Sheikh Azzam, a Palestinian professor who had mentored young Osama bin Laden, urged Arabic Muslims to declare jihad against the Soviets for their invasion of Afghanistan in December 1979. Setting up camp in Peshawar, Pakistan, Sheikh Azzam, backed by the wealth of bin Laden, soon was the recognized leader of the Arabic Mujahedeen.

Zawahiri sought Azzam’s influence over the wealthy bin Laden, and with that objective in mind Zawahiri soon became the young billionaire’s personal physician. He also began placing his Egyptians in critical slots around both bin Laden and Azzam. Zawahiri tried to get Azzam to change his focus from fighting the Soviet invaders and their communist Afghan appointees to instead directing the Mujahedeen to attack America and overthrow secular Arabic regimes. When Azzam adamantly refused, Zawahiri began spreading rumors that Azzam was a CIA spy. On November 24, 1989, Azzam and two of his sons were killed when their car was blown up while on the way to the Peshawar mosque.

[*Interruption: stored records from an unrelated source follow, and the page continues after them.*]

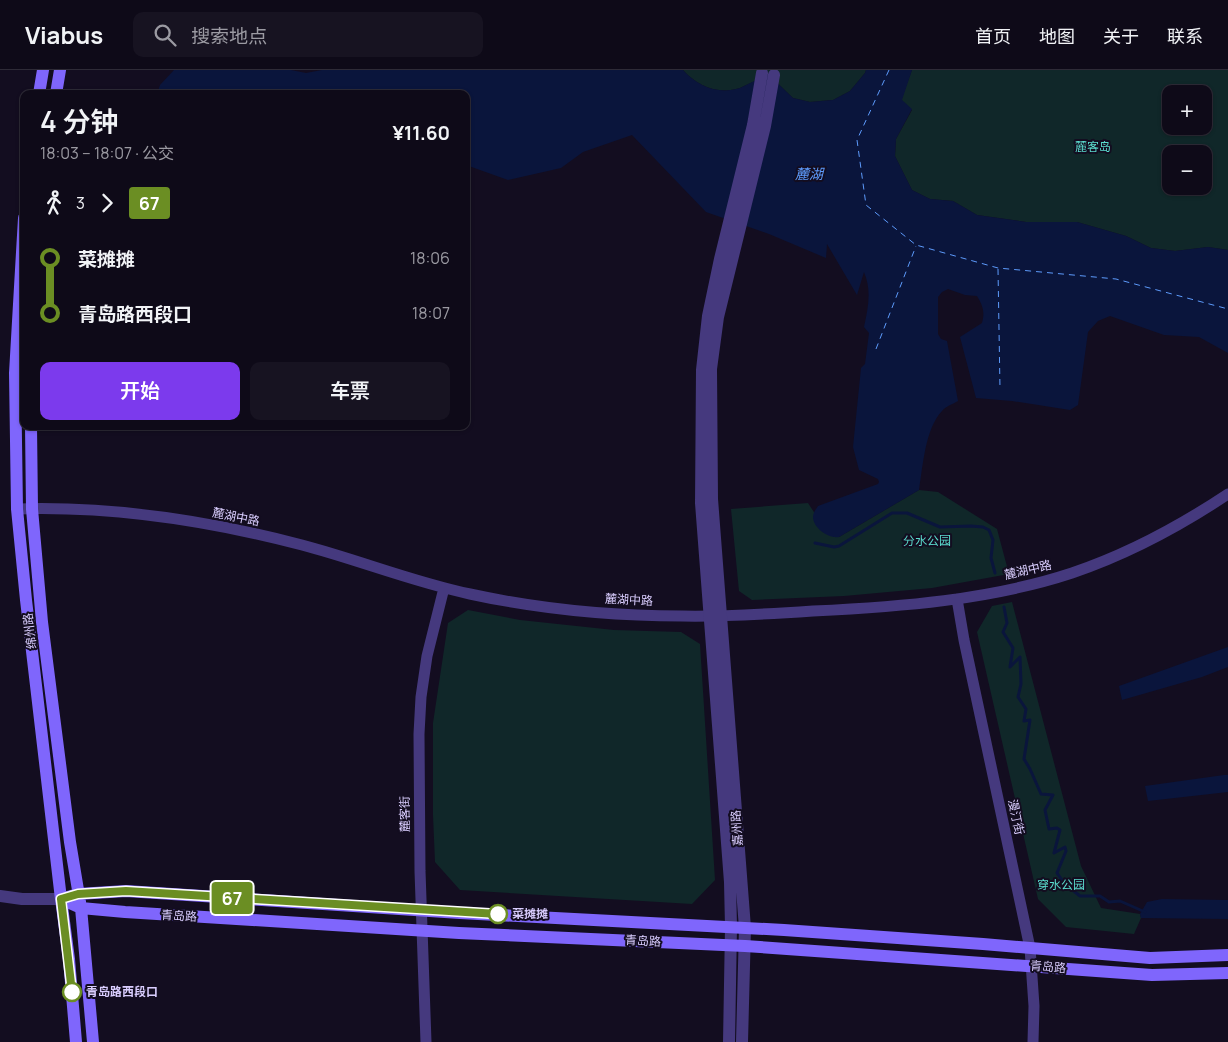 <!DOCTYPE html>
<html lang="zh">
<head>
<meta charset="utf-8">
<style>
	:root { --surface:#0e0a18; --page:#171321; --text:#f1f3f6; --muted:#9b9aa2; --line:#2e2b37; --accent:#7c3aed }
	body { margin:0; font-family:Manrope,"Noto Sans SC",sans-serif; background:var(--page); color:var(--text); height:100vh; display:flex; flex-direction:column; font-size:19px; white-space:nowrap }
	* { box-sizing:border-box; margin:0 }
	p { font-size:16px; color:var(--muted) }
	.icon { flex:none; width:28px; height:28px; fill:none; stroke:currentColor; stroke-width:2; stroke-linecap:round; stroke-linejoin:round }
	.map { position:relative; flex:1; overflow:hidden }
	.panel { position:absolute; left:20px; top:20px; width:450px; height:340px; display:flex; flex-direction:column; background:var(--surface); border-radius:10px; box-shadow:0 1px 4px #0004,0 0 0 1px var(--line) }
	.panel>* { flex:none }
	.badge { padding:0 10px; border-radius:4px; font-size:18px; line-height:32px }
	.fabs { position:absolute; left:1162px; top:15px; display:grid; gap:10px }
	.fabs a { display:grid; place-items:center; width:50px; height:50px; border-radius:10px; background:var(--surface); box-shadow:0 1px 4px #0004,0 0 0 1px var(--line); font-size:25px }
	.map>.badge { position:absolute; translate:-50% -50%; box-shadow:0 0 0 2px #fff }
	.legs { display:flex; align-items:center; gap:8px; height:55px; padding:0 20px; font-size:16px }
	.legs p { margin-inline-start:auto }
	.overview { display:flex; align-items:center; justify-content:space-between; height:85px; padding:0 20px }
	h1 { font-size:28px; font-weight:600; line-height:38px }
	.button { display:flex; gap:10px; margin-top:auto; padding:10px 20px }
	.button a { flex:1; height:58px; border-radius:10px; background:var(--accent); color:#fff; font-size:20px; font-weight:600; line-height:58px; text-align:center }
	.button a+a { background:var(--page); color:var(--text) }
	ul { padding:0 20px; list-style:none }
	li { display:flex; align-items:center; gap:18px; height:55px; font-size:19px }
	li i { display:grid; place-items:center; width:8px; height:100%; margin:0 6px; background:currentColor }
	li i::after { content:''; width:12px; height:12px; margin:-6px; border:4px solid; border-radius:50%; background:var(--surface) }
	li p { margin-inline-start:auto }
	li:first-child i { background:linear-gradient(#0000 50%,currentColor 0) }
	li:last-child i { background:linear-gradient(currentColor 50%,#0000 0) }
	header { display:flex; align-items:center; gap:30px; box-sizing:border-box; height:70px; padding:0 25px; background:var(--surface); border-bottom:1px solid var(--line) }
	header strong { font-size:24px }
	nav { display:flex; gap:28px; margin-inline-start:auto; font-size:18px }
	.search { width:350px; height:45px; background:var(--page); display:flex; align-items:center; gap:12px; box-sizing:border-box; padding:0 18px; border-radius:10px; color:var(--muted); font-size:19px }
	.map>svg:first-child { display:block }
</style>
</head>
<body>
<header>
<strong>Viabus</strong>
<div class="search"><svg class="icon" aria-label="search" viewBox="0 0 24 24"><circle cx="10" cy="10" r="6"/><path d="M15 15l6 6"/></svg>搜索地点</div>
<nav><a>首页</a><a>地图</a><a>关于</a><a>联系</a></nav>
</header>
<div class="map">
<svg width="1228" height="972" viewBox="0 0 1228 972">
	<rect width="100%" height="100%" fill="#130d20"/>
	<!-- green -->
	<path fill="#102729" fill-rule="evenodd" d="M683 0H866L865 3 850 21 833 30 810 32 793 28 769 5C759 9 749 14 740 18 718 25 697 16 683 0Z
		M912 0H1228V180L1208 177 1175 181 1151 178 1126 166 1077 152H1026L977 145 953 131 930 129 912 120 895 86 896 69 912 40 901 30ZM1171 24H1204V56H1171ZM1171 84H1204V116H1171Z
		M919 420 938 422 997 459 1009 504 932 518 844 526 752 530 739 521 731 439 808 433 825 459 839 467Z
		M1012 532 1081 796 1101 838 1140 844 1141 848 1134 864 1066 857 1038 829 977 562 992 536Z
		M468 540 520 550 614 560 681 562 700 574 715 810 692 834 460 820 435 792 433 745V653L448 553Z"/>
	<!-- water -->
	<path fill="#0a153c" d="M174 0H291L306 3 322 0H683C697 16 718 25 740 18 749 14 759 8 769 5L793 28 810 32 833 30 850 21 865 3 866 0H912L902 30 912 39 896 69 895 86 912 120 930 129 953 131 977 145 1026 152H1077L1126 166 1151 178 1175 181 1208 177 1228 180V283L1199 267 1164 265 1110 246 1098 251 1088 262 1078 335 1070 340 1012 331 976 328 960 267 982 253C985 242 983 236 977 226L965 225 948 219 942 222 938 227V264L941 269 947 271 958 331C953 334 946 336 942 341 925 359 923 396 919 420L839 467C829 469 813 458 813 447 813 443 816 439 818 436L878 414 879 412 878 409 859 400 853 377 861 298 865 294 869 263 864 257C868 238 872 221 864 202L857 225 827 174 826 188 769 164 706 142 632 65 583 82 561 98 508 110 466 95V24H157L160 15Z
		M1228 577V597L1202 607 1122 630 1119 616Z
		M1224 705H1228V722L1148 731 1145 716Z
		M1162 829 1228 830V849L1141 848 1140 844 1147 832Z"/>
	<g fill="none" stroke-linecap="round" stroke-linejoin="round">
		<!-- stream -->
		<path stroke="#0a153c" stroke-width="3" d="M815 473 834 477 839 476 892 443H907L940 457 971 456 983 457 989 460 993 470 991 488 995 503
			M1004 537 1007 553 1003 562 1013 578 1010 597 1020 587 1021 614 1018 627 1026 639 1024 651 1030 650 1024 689 1030 699 1041 724 1053 725 1045 740 1049 759 1057 758 1060 760 1054 783 1065 777 1066 781 1057 803 1064 813 1080 826H1100L1109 832 1120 831 1145 842"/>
		<!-- ferry -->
		<path stroke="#5d9bfc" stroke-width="1" stroke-dasharray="6 5" stroke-linecap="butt" d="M889 0 857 70 866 135 916 175 998 198 1116 209 1228 239
			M998 199 1000 319
			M876 279 916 176"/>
		<!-- minor -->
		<path stroke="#45397e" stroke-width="11" d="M17 439C113 436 210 451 302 475 359 490 413 512 470 524 539 539 611 546 682 546 725 547 769 544 813 541 899 537 990 530 1072 503 1128 484 1180 456 1228 424
			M957 529 964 570 1030 878 1034 936 1033 972
			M426 972 420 801 419 664 421 627 427 586 444 518"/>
		<!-- tertiary -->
		<path stroke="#45397e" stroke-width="12" d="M0 826 22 829H61
			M729 972 731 857 730 812 701 433 702 300 708 246 720 189 753 55 762 3
			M742 972 745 858 712 429 711 299 718 247 765 56 774 5"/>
		<!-- secondary -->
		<path stroke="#7f66fc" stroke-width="12" d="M39 24 43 0
			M56 24 60 0
			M24 148 15 303 17 439 26 530 61 829 69 889 76 972
			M31 356 32 439 42 552 70 772 81 838 93 972
			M61 829 81 838 125 842 459 863 745 876 1152 905 1228 903
			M61 829 78 824 126 821 460 843 784 860 983 874 1150 888 1228 885"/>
	</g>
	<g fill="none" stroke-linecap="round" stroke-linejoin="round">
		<defs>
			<path id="line-1" d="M72 922 61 829 78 824 126 821 498 844"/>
		</defs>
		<!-- line-1 casing -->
		<use href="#line-1" stroke="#fff" stroke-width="11"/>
		<!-- line-1 -->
		<use href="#line-1" stroke="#6b8e23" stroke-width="8"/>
	</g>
	<!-- markers -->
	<g fill="#fff" stroke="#6b8e23" stroke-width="2.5">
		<circle cx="498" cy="844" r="9"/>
		<circle cx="72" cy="922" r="9"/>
	</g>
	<g text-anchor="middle" stroke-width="4" stroke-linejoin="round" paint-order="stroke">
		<!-- park labels -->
		<g font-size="12" fill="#5bdcce" stroke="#130d20">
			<text x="1093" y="81">麓客岛</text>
			<text x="927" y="475">分水公园</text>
			<text x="1061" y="819">穿水公园</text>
		</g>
		<!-- street labels -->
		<g font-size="12" fill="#d9cdfe" stroke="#130d20">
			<text transform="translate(236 447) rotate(11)" y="4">麓湖中路</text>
			<text transform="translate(1028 500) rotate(-13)" y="4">麓湖中路</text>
			<text transform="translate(629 530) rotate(3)" y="4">麓湖中路</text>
			<text transform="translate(30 561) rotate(-97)" y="4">绵州路</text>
			<text transform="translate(405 744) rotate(-91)" y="4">麓客街</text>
			<text transform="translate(1016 747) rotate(78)" y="4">漫汀街</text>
			<text transform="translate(737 758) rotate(-94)" y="4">嘉州路</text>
			<text transform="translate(179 846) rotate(3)" y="4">青岛路</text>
			<text transform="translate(643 871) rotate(3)" y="4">青岛路</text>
			<text transform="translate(1048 897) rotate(4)" y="4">青岛路</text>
		</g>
		<!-- stop labels -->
		<g font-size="12" font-weight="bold" fill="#d9cdfe" stroke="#130d20" text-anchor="start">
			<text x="512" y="848">菜摊摊</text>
			<text x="86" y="926">青岛路西段口</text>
		</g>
		<!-- water labels -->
		<g font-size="14" font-style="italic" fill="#5d9bfc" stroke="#130d20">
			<text x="809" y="109">麓湖</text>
		</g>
	</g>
</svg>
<div class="fabs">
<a>+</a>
<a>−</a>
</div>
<b class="badge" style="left:232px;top:828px;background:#6b8e23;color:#fff">67</b>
<section class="panel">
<div class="overview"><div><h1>4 分钟</h1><p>18:03 – 18:07 · 公交</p></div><b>¥11.60</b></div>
<div class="legs"><svg class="icon" aria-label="walk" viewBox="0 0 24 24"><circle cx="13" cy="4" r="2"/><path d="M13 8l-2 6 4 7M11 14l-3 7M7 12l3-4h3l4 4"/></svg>3<svg class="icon" aria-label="forward" viewBox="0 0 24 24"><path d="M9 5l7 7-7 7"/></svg><b class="badge" style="background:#6b8e23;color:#fff">67</b></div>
<ul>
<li><i style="color:#6b8e23"></i><b>菜摊摊</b><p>18:06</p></li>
<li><i style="color:#6b8e23"></i><b>青岛路西段口</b><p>18:07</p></li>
</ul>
<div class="button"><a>开始</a><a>车票</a></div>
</section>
</div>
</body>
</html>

Many who were close to the situation have expressed their beliefs that Zawahiri was the one who ordered the hit. Finnish terrorism expert Aansi Kullberg is among those who state it as a fact. Regardless, we do know for sure that the murder of Azzam resulted in bin Laden and Zawahiri inheriting Azzam’s Mujahedeen army. They began its radical reorientation into a virulently anti-American terrorist group.

Much more could be said to support Mr. Litvinenko’s thesis that Ayman al-Zawahiri is a Russian agent, rather than an Islamic fundamentalist. And he is not unique in this regard. In fact, as we show in “The Real Terror Paymasters” and “Who’s Who in Terrorism,” many other important leaders of “Muslim” terrorist organizations possess similar pedigrees, demonstrating that Islamic terrorism is joined at the hip with the international terror network sponsored by the Soviet Union/Russia.